Il rapporto tra colleghi

Gli educatori scolastici svolgono il loro lavoro in stretta cooperazione in un clima regolato da spiritodi accoglienza e stima reciproca. [dal Manifesto della scuola del gratuito]

I pochi fedelissimi che hanno partecipato all’incontro si sono confrontati sul rapporto con i colleghi.

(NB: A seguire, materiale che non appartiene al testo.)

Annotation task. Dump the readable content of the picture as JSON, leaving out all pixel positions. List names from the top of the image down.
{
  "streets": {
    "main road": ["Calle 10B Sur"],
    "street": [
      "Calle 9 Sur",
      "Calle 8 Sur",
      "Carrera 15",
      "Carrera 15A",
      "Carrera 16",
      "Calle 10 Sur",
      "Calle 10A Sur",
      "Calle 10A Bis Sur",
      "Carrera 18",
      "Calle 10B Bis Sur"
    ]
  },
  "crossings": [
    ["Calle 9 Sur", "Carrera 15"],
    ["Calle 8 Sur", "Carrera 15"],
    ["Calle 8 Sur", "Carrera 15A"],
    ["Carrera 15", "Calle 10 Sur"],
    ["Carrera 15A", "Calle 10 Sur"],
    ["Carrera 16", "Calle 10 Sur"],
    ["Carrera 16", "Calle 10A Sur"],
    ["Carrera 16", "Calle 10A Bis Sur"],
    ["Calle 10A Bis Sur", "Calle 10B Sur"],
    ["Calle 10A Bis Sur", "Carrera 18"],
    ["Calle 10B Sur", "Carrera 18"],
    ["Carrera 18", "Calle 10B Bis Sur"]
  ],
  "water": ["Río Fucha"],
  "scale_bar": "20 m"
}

Tasto triste e dolente, che però è necessario affrontare se vogliamo provare ad instaurare relazioni utili ed efficaci all’interno della classe. Sarebbe auspicabile che l’intero consiglio di classe si trovasse in accordo sui principi pedagogici fondamentali e avesse la stessa prospettiva educativa nei confronti degli alunni. Ma sappiamo bene che non è così: c’è chi considera l’alunno un soggetto da educare a forza a prescindere dalla sua situazione psico affettiva; c’è chi lo considera un numero e a fine quadrimestre i conti (cioè i voti) devono tornare per forza; c’è chi sa già tutto sui propri studenti e non ha bisogno di ascoltare il punto di vista dei colleghi (tantomeno dei genitori); c’è chi paventa l’ora di colloquio mensile con i genitori perché questi non fanno altro che lamentarsi e giustificare il proprio figlio; c’è chi va di fretta, ha chiarito fin dal primo giorno le regole e i diritti-doveri e si aspetta la massima collaborazione dalle famiglie (che tradotto significa: “non intralciate il mio lavoro e il mio programma”). Insomma, ce n’è di tutti i tipi, la casistica è infinita e a ciascun modello possiamo affiancare almeno il nome di un collega.

Ma noi non ci incontriamo per scoraggiarci ulteriormente, bensì per trovare strategie per uscire dall’atteggiamento rassegnato di chi ormai le ha provate tutte.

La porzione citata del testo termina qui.